One of the talking heads on the VTC screen was speaking, this one wearing USN blue and gray digi-cammies and a warship’s ball cap, complete with a line of gold fretting on the brim, a commander’s single serving of “scrambled eggs”.  “Control, we have verified the range clear of air and surface tracks.  The VT-UAV is RTB and will be outside of the danger zone in five mikes.”

Gordon nodded.  “Thank you, Captain.  I have no idea what you just said, but I’m assuming that means we’re free to launch?”

The Navy commanding officer scowled.  “Yes, sir, you may launch in five minutes.  McInnerney out.”  He turned away from the camera and the destroyer’s crest replaced his image on the flatscreen.
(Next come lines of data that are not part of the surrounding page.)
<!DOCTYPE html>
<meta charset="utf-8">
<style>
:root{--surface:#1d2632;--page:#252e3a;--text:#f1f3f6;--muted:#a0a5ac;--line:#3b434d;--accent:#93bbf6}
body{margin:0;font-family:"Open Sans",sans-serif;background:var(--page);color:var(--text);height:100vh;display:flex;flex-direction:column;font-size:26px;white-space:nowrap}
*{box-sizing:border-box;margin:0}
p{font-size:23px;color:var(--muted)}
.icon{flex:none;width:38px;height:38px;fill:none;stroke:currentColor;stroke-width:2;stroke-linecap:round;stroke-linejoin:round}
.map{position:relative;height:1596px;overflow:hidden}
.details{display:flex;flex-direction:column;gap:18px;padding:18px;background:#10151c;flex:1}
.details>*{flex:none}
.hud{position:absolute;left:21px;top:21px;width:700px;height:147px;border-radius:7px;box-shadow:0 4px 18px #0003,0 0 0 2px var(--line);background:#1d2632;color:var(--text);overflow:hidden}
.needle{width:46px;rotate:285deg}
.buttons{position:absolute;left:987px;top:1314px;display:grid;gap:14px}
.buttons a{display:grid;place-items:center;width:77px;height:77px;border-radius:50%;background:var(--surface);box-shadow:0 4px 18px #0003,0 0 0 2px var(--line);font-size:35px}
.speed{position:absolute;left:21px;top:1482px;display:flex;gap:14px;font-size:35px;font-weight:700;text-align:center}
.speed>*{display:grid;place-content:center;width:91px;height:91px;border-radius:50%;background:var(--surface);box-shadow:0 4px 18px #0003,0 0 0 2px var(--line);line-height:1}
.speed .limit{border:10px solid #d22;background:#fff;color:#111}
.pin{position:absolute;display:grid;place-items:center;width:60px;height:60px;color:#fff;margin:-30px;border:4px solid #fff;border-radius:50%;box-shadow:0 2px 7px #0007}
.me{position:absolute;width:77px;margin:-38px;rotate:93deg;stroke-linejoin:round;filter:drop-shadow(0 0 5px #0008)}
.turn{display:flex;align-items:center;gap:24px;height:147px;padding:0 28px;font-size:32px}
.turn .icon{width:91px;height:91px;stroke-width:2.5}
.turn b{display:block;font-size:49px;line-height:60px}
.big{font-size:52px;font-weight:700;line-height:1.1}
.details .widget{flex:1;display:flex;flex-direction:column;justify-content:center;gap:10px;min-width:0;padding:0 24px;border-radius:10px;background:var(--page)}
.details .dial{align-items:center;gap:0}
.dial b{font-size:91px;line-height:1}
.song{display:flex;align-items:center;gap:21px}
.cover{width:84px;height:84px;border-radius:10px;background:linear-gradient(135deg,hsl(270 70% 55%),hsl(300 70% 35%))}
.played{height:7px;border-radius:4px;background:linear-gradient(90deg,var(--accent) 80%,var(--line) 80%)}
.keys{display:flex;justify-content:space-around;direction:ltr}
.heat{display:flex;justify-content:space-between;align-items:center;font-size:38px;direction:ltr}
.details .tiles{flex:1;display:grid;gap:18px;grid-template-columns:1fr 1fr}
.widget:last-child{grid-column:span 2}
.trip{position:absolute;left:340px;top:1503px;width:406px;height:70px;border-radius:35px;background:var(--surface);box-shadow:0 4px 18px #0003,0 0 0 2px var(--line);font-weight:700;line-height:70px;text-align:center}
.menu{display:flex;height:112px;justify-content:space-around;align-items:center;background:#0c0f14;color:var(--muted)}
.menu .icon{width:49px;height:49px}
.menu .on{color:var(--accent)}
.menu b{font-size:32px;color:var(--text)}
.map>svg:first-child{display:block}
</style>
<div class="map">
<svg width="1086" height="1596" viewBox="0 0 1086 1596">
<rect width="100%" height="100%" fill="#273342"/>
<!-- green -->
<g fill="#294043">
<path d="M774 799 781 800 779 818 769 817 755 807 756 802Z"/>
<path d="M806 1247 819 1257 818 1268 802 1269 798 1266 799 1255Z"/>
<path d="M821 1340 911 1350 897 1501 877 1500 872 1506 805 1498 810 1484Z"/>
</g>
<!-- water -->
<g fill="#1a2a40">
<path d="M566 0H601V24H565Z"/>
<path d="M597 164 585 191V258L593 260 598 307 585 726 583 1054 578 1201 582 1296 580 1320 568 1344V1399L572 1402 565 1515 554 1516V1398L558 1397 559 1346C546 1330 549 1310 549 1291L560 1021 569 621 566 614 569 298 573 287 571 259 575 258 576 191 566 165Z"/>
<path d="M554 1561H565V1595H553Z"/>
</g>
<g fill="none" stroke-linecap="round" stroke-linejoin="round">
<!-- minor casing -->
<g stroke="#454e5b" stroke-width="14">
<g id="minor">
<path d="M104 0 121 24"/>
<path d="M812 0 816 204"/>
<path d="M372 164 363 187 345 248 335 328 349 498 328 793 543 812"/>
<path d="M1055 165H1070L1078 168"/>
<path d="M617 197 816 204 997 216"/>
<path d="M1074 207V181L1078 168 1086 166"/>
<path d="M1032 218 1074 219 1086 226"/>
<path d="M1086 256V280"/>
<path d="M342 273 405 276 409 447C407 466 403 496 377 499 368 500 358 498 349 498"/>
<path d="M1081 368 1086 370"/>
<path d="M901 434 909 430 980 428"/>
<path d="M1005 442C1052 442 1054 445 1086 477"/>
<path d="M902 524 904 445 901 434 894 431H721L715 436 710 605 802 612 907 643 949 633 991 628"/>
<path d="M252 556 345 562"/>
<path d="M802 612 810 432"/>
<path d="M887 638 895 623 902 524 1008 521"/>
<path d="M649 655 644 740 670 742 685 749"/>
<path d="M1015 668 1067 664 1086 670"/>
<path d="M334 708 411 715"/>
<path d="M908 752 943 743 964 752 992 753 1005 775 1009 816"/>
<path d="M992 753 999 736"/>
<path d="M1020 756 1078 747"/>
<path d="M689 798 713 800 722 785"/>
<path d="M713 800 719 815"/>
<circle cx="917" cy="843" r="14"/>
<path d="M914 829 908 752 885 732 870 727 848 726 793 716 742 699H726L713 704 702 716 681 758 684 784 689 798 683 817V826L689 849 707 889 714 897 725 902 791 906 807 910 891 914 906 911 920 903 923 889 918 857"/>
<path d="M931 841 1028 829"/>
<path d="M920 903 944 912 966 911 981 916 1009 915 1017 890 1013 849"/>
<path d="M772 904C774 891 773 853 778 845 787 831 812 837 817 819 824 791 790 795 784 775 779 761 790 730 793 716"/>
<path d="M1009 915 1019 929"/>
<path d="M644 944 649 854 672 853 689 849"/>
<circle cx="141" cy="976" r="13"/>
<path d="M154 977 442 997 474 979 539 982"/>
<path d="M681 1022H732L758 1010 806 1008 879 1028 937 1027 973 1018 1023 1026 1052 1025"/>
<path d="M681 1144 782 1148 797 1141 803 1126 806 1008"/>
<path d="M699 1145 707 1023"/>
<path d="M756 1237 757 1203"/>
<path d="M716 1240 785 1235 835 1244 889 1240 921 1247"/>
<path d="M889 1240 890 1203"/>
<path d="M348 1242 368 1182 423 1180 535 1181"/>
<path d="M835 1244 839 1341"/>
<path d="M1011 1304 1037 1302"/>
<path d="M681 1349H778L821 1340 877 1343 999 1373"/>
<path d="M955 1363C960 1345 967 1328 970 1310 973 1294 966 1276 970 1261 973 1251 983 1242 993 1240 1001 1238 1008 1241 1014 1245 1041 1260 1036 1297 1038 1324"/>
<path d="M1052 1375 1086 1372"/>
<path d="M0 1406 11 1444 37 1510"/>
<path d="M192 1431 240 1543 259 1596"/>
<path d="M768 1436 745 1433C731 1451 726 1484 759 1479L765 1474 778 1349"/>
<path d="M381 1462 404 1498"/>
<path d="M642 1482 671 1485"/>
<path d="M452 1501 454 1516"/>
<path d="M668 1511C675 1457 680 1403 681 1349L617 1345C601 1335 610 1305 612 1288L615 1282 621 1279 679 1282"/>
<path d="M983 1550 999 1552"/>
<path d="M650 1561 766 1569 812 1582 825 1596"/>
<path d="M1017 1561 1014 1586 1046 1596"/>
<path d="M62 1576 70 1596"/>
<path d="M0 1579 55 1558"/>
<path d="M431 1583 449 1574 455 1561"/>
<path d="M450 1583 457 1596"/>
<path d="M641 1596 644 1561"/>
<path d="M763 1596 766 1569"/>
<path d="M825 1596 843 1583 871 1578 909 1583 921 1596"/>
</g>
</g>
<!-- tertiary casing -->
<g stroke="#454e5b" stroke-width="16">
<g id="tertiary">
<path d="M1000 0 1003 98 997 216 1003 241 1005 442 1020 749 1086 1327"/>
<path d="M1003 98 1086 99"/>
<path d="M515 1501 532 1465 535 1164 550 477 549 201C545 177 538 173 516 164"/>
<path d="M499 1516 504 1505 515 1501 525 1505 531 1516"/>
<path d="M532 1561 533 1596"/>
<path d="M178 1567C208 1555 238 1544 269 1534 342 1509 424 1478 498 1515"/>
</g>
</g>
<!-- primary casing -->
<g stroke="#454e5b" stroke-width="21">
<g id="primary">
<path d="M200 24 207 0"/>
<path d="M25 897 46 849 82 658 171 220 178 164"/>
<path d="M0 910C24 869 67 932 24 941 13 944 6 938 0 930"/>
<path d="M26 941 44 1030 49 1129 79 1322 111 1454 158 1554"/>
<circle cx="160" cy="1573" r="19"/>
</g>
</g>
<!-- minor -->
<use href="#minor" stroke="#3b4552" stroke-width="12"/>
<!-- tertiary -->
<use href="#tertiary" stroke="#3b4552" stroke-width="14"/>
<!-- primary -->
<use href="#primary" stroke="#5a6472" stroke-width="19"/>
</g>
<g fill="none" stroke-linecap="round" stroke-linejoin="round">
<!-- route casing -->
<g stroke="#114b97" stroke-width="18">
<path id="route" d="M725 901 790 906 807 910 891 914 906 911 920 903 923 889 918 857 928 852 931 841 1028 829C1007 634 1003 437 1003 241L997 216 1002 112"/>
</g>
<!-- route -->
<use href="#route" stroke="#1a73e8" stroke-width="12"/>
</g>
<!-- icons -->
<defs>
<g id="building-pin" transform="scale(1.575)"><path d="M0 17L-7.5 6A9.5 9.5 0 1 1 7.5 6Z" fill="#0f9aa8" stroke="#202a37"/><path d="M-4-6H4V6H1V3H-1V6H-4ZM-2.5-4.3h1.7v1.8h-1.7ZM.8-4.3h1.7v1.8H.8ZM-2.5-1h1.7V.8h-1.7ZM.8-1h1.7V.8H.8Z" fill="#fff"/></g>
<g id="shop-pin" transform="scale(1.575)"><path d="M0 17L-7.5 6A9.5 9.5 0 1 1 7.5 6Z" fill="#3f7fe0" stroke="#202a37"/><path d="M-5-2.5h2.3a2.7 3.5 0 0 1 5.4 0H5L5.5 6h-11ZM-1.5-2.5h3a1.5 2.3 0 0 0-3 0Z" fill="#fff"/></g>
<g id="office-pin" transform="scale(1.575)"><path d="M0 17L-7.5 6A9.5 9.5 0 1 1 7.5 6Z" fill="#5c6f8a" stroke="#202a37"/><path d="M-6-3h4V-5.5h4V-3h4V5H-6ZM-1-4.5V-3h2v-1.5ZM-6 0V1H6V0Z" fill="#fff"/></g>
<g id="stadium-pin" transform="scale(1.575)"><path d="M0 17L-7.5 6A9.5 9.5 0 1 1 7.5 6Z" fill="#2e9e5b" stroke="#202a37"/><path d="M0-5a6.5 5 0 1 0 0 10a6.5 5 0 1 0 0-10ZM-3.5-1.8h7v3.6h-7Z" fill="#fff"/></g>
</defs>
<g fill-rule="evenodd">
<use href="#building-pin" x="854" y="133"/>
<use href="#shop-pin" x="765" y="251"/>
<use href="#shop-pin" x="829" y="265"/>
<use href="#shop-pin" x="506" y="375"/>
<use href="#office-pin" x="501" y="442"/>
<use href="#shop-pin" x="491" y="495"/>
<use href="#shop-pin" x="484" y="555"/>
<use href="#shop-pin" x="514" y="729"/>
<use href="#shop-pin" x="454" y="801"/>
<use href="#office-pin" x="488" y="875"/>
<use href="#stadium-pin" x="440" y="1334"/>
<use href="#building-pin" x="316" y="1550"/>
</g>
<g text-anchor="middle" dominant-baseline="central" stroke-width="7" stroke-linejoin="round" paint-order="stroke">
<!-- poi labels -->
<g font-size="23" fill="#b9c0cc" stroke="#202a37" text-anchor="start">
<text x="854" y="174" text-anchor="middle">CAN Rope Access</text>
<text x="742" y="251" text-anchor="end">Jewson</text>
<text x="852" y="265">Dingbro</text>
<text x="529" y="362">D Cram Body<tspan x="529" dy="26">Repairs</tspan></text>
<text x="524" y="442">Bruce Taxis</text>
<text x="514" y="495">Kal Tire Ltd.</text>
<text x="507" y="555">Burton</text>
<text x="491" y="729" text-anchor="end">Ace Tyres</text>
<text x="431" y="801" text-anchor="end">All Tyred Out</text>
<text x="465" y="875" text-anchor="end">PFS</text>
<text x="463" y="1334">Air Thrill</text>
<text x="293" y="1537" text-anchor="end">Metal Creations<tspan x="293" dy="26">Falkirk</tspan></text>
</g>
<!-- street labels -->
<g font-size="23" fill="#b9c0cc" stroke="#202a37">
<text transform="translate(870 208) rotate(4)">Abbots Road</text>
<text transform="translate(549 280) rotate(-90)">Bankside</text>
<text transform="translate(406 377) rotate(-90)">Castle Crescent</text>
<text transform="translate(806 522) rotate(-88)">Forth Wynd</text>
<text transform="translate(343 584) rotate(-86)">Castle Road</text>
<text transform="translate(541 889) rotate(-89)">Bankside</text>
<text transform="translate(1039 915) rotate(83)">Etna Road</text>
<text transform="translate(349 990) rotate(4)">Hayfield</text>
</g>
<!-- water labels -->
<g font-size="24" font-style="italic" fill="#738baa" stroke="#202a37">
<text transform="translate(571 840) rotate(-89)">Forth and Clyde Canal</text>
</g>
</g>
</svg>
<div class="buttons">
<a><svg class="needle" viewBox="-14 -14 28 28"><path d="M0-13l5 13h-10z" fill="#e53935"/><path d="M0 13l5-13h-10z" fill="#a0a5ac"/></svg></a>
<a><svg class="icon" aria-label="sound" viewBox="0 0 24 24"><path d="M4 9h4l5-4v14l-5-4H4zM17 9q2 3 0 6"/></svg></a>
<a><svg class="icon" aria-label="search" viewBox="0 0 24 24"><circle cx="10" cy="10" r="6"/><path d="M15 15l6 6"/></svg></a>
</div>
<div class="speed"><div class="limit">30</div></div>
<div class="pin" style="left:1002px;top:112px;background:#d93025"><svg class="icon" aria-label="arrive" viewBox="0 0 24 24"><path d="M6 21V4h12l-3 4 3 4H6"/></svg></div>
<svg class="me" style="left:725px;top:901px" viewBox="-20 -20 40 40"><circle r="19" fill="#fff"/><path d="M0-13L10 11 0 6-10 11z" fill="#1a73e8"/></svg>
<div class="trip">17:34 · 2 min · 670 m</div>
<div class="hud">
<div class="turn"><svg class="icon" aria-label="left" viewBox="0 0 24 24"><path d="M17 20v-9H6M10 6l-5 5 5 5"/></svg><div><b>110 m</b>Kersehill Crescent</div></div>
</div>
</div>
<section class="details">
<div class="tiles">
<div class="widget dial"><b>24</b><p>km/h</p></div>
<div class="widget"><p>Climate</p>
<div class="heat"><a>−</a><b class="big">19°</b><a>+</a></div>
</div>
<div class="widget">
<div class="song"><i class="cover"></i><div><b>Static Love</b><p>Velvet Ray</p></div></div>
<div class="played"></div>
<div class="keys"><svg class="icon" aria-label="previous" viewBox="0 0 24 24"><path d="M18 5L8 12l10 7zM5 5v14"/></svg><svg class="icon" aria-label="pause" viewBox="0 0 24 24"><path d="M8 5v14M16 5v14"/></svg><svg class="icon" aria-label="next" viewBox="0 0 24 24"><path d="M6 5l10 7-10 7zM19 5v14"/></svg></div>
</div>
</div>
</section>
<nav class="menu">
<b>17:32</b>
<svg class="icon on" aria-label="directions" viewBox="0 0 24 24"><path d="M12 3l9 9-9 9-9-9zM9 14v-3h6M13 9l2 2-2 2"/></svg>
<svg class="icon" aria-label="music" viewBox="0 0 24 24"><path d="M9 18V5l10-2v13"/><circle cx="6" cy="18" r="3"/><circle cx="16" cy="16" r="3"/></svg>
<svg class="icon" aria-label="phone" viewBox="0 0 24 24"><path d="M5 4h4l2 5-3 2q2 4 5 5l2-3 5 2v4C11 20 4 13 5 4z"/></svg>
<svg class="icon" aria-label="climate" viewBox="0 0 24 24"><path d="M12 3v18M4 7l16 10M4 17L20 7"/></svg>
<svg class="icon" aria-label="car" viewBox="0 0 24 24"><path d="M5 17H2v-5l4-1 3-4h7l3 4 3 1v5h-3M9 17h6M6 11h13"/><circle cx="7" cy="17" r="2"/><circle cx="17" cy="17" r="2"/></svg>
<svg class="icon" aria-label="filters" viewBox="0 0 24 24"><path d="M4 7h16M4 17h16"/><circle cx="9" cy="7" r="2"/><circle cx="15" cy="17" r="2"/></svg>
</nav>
Nathan shook his head.  “You knew exactly what he said.  It’s not necessary to punch the buttons of every single person you meet.”

Gordon turned to regard him and then returned to the checklist he carried in his hand.  “Ah, Nathan.  Glad you could attend.  And I know that, but humorless superior bastards like our good Captain Geary just remind me of the sort of officers that forced you out of the Navy.  He punches my buttons just by being.”

Nathan shook his head.  It was unavoidable, especially these days.  He had left the service behind years ago, but in an ambiguous, unfinished way.  Nathan’s own feelings about it were a confusing mess.  He could not reasonably expect someone on the outside to understand his departure any better.  “No one forced me out, Gordon.  I resigned.  And I never even met Geary when I was in.”